Doomsday Scenario: How LeBron James And Kevin Durant Were Almost Teammates

LeBron James and Kevin Durant are the two best players in basketball. Now just imagine if they were on the same team. And we're not talking the Olympics either. The same NBA team.

ESPN's pre-preseason circus, its ranking of the 500 "best" players in the NBA, is about the closest thing we have to a classic barbershop debate online. This year LeBron James and Kevin Durant ranked #1 and #2 in the rankings surprising exactly zero people. Durant is the league's finest scorer, a legitimate long-term threat to become the all-time leading scorer in the history of the game (pending health and productivity) and a player whose overall skill set truly has the sky as its limit. LeBron James is - for lack of a better description - the most complete basketball player in the solar system.

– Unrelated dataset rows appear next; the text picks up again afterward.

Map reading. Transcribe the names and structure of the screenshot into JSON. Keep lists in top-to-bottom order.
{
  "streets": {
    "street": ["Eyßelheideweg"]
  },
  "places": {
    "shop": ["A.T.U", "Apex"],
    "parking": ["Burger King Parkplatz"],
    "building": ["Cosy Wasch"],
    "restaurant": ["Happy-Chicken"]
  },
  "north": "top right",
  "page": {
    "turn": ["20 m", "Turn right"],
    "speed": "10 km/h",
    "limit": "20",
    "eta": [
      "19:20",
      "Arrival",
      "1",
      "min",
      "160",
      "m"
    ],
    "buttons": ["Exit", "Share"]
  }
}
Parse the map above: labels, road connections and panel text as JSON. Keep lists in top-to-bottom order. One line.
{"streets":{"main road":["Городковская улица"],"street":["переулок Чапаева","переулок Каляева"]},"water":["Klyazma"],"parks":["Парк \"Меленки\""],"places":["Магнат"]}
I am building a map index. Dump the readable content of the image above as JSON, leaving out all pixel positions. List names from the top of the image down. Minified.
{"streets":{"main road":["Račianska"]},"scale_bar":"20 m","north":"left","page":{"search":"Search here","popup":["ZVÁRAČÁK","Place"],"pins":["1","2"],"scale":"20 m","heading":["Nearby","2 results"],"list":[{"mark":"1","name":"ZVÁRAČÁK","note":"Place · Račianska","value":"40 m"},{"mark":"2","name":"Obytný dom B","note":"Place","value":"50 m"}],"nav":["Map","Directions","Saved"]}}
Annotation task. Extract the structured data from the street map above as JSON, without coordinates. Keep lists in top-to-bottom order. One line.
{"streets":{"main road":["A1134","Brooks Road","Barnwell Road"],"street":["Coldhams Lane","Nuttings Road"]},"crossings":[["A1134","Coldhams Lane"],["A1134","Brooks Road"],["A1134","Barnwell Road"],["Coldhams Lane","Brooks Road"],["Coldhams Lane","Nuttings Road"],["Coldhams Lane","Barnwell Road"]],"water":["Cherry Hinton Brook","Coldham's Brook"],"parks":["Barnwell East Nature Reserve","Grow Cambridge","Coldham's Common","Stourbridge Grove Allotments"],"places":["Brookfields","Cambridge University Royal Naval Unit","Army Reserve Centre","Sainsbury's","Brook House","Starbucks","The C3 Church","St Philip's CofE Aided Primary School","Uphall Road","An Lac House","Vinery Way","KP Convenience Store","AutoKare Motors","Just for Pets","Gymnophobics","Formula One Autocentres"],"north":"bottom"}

The 2012 NBA Finals were so dope not because it pitted the league's two most exciting teams, but rather it was the first Finals since (maybe) Jordan vs. Barkley when the league's two best talents met on the game's highest stage. And sure, Miami hit Oklahoma City with a "delayed sweep," but the possibility of the showdown for years to come is what has many (non-Lakers) fans drooling at the mouth. Then, there was K.D. and Bron becoming the two best players for Team USA in London. And then, from there, it was their re-up of offseason workouts which had the moral police yelling at the top of their lungs from both sides of the fence how great and horrible the concept was at the same time.

That's just it though. Be thankful James and Durant worked out as competitors attempting to fine-tune each other's game. Because listen to me when I tell you this, they could have very well been teammates.

(Now is about the time when Portland fans stop reading. Trust me, stop reading. No seriously, stop. It's for your own good.)

Here we are on the evening of June 28, 2007, in the heart of New York City. The San Antonio Spurs are the world champs after making quick work of a LeBron James-led Cleveland Cavaliers team who had no real business being in the Finals aside from the fact they had LeBron. Amy Winehouse's "Rehab" and Rihanna's "Umbrella" were two of pop music's biggest records while UGK and Outkast combined for their modern-day classic "International Players Anthem." Transformers and Superbad had not yet hit theaters. Meanwhile, for the Portland Trailblazers - on this day in 2007 - their choice was simple.

They're going to select Kevin Durant with the number one overall selection. Sure, seven footers like Greg Oden don't come around too often. And sure, Brandon Roy appears as if he'll spawn into something worth coveting. And sure, Durant can't bench press a pillow. But so what, there's something about this Durant kid that screams "rarity." So Portland does. Suddenly, their nucleus of Roy, LeMarcus Aldridge and Durant paints a picture of hope for the Pacific Northwest. Oden falls #2 to then-Seattle, and what happens with his career from this point forward is anybody's guess.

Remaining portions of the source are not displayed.